— ABOUT THIS TASK —
Find the line that contains "What data does". Restate it and each following line exactly, through the end of the records.

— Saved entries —
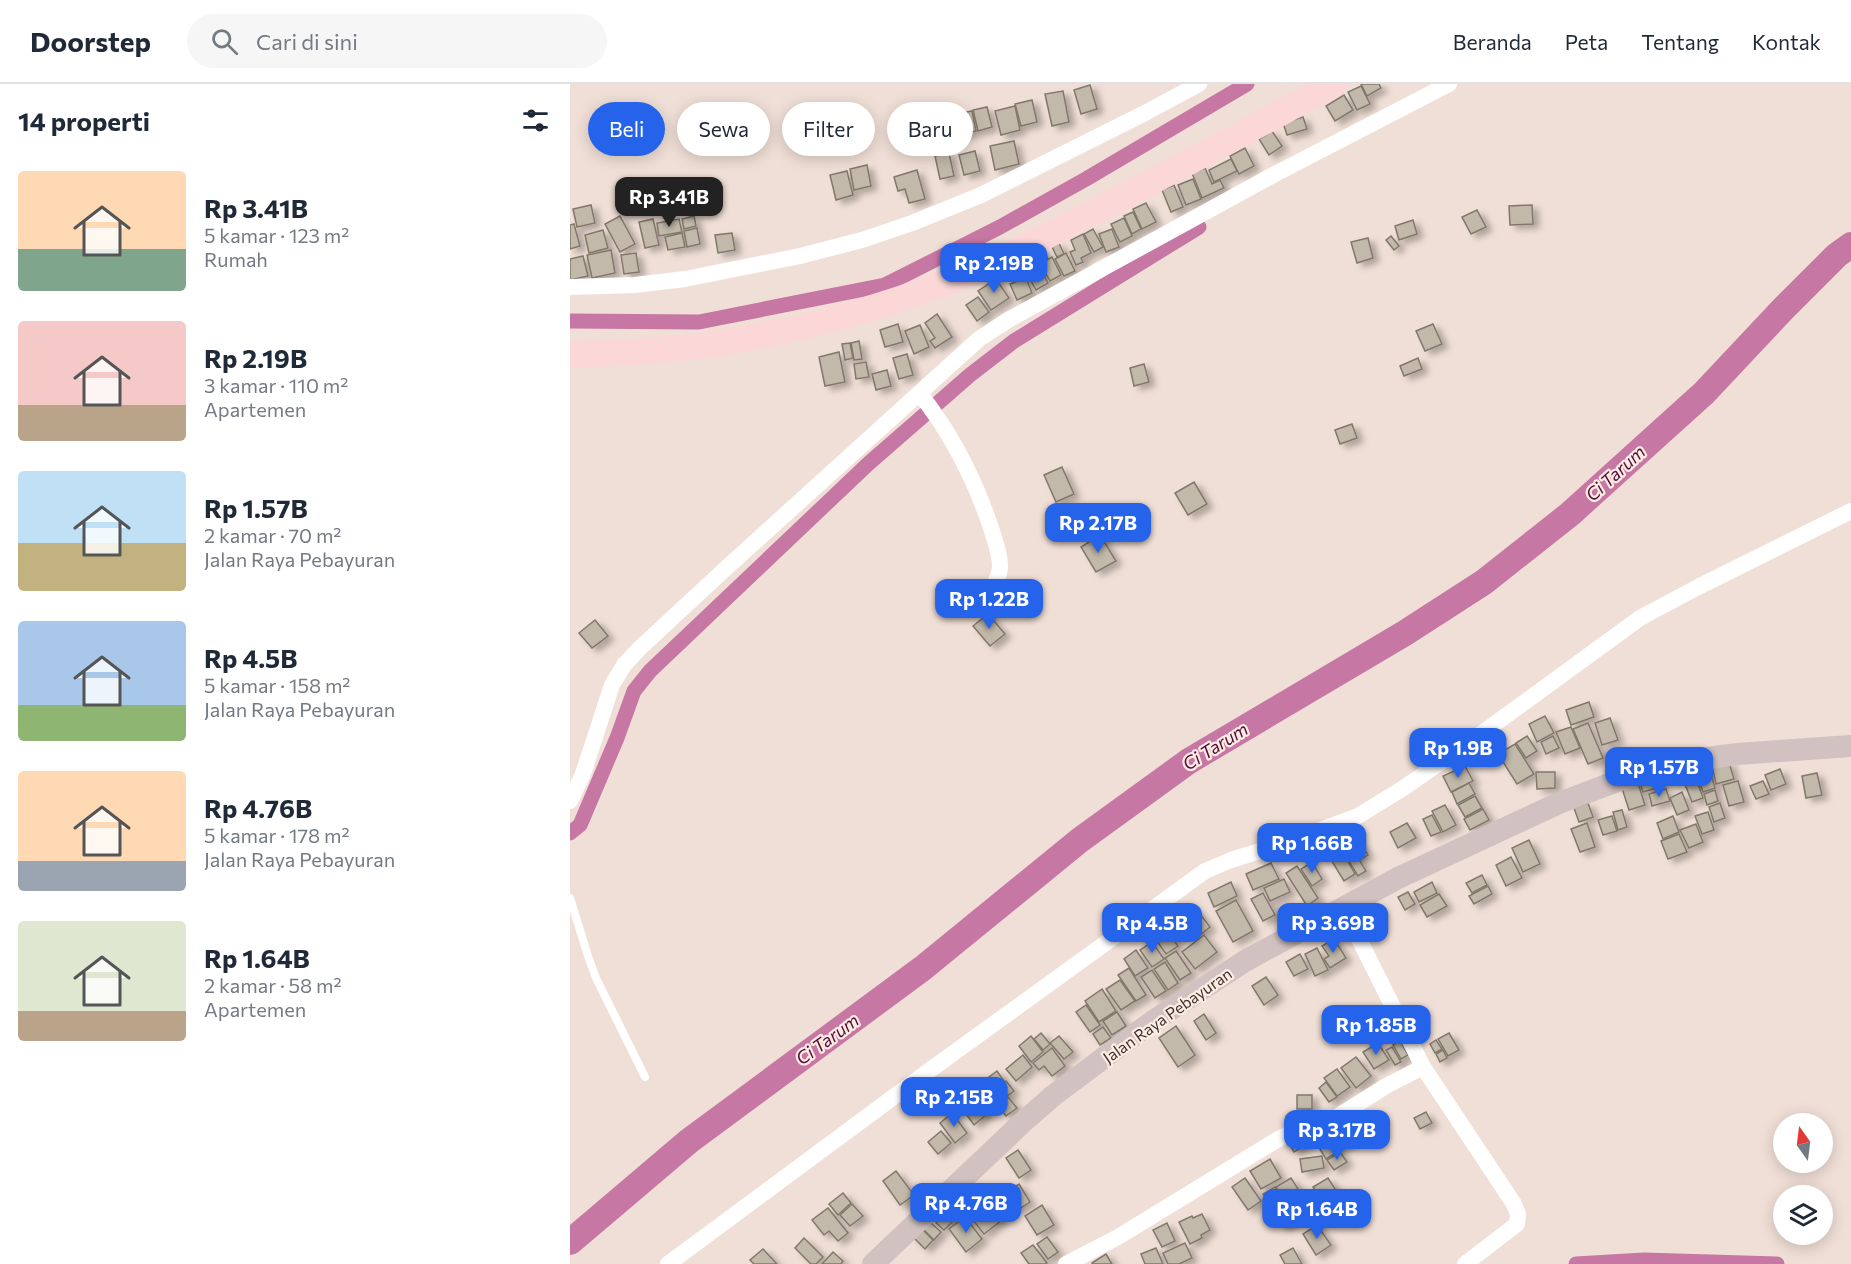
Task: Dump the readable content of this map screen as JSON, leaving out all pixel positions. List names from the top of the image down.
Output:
{
  "streets": {
    "main road": ["Jalan Raya Pebayuran"]
  },
  "water": ["Ci Tarum"],
  "north": "top",
  "page": {
    "header": "Doorstep",
    "search": "Cari di sini",
    "nav": [
      "Beranda",
      "Peta",
      "Tentang",
      "Kontak"
    ],
    "heading": "14 properti",
    "chip": [
      "Beli",
      "Sewa",
      "Filter",
      "Baru"
    ],
    "list": [
      {
        "name": "Rp 3.41B",
        "note": "5 kamar · 123 m² · Rumah"
      },
      {
        "name": "Rp 2.19B",
        "note": "3 kamar · 110 m² · Apartemen"
      },
      {
        "name": "Rp 1.57B",
        "note": "2 kamar · 70 m² · Jalan Raya Pebayuran"
      },
      {
        "name": "Rp 4.5B",
        "note": "5 kamar · 158 m² · Jalan Raya Pebayuran"
      },
      {
        "name": "Rp 4.76B",
        "note": "5 kamar · 178 m² · Jalan Raya Pebayuran"
      },
      {
        "name": "Rp 1.64B",
        "note": "2 kamar · 58 m² · Apartemen"
      }
    ],
    "price": [
      "Rp 3.41B",
      "Rp 2.19B",
      "Rp 2.17B",
      "Rp 1.22B",
      "Rp 1.9B",
      "Rp 1.57B",
      "Rp 1.66B",
      "Rp 4.5B",
      "Rp 3.69B",
      "Rp 1.85B",
      "Rp 2.15B",
      "Rp 3.17B",
      "Rp 4.76B",
      "Rp 1.64B"
    ]
  }
}
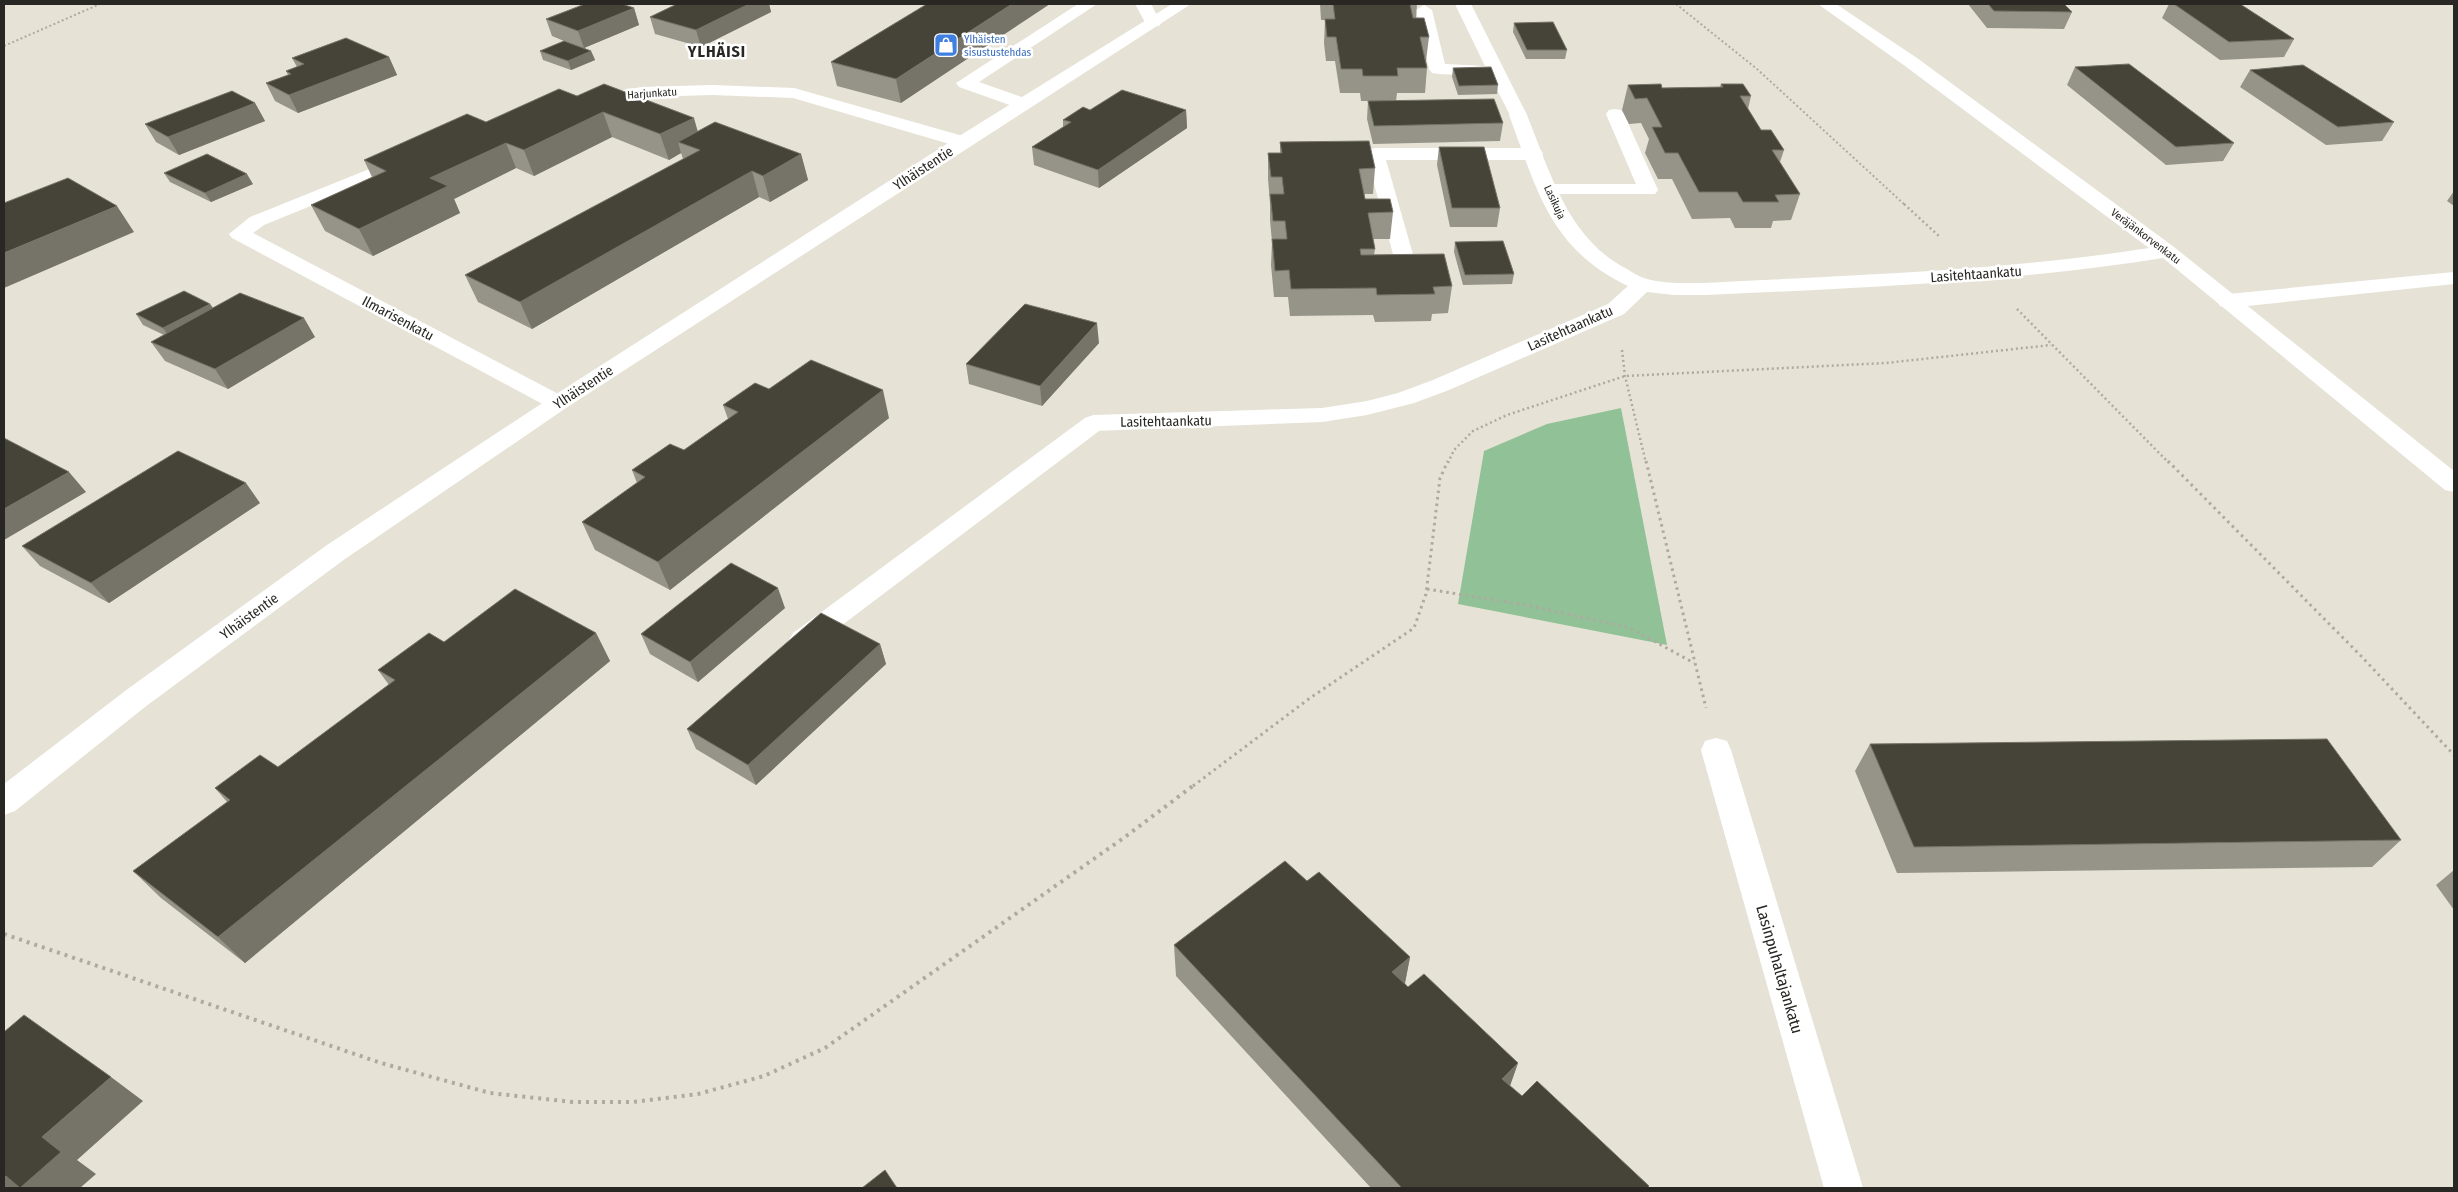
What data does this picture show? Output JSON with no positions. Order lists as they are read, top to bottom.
{
  "streets": {
    "street": [
      "Harjunkatu",
      "Ylhäistentie",
      "Lasikuja",
      "Veräjänkorvenkatu",
      "Lasitehtaankatu",
      "Ilmarisenkatu",
      "Lasinpuhaltajankatu"
    ]
  },
  "crossings": [
    ["Harjunkatu", "Ylhäistentie"],
    ["Ylhäistentie", "Ilmarisenkatu"],
    ["Lasikuja", "Lasitehtaankatu"],
    ["Veräjänkorvenkatu", "Lasitehtaankatu"]
  ],
  "districts": ["YLHÄISI"],
  "places": {
    "shop": ["Ylhäisten sisustustehdas"]
  }
}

— WRITTEN RESPONSE —
What data does this picture show? Output JSON with no positions. Order lists as they are read, top to bottom.
{
  "streets": {
    "street": [
      "Harjunkatu",
      "Ylhäistentie",
      "Lasikuja",
      "Veräjänkorvenkatu",
      "Lasitehtaankatu",
      "Ilmarisenkatu",
      "Lasinpuhaltajankatu"
    ]
  },
  "crossings": [
    ["Harjunkatu", "Ylhäistentie"],
    ["Ylhäistentie", "Ilmarisenkatu"],
    ["Lasikuja", "Lasitehtaankatu"],
    ["Veräjänkorvenkatu", "Lasitehtaankatu"]
  ],
  "districts": ["YLHÄISI"],
  "places": {
    "shop": ["Ylhäisten sisustustehdas"]
  }
}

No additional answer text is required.